• ACTION ITEM: If an entry holds a picture, drop the picture but restate the entry word for word.

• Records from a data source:
---+---
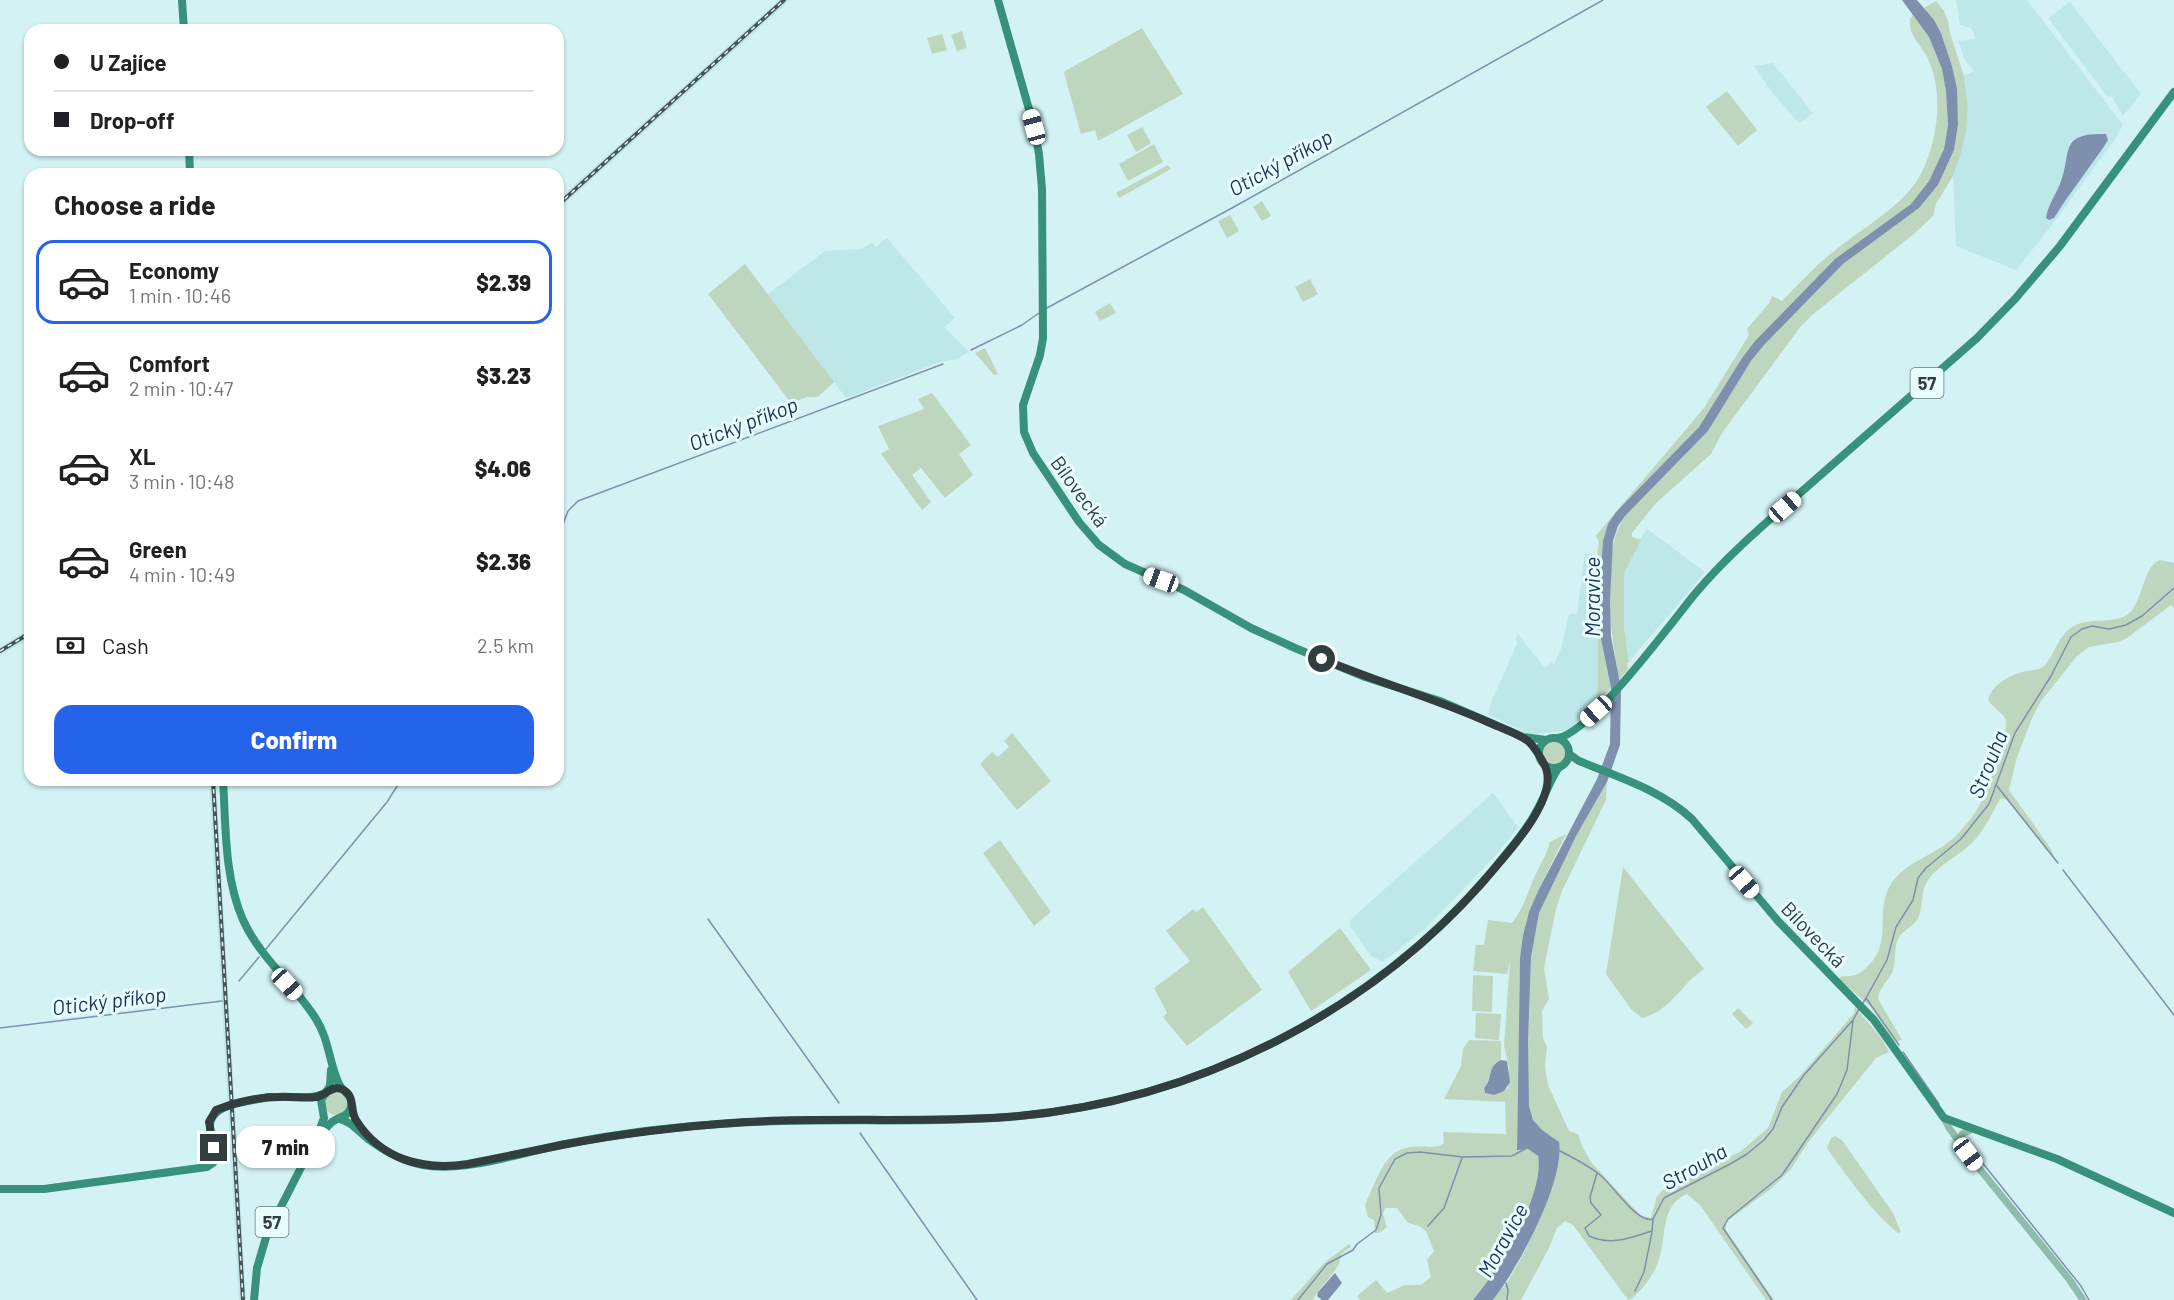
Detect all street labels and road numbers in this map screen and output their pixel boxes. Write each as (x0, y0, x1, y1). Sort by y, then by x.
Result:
road number: 57 (1910, 368, 1944, 398)
street label: Bílovecká (1046, 451, 1114, 531)
street label: Bílovecká (1777, 896, 1851, 972)
road number: 57 (256, 1207, 288, 1237)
---+---
• FINISHED TASK:
Detect all street labels and road numbers in this map screen and output their pixel boxes. Write each as (x0, y0, x1, y1). Sort by y, then by x.
Result:
road number: 57 (1910, 368, 1944, 398)
street label: Bílovecká (1046, 451, 1114, 531)
street label: Bílovecká (1777, 896, 1851, 972)
road number: 57 (256, 1207, 288, 1237)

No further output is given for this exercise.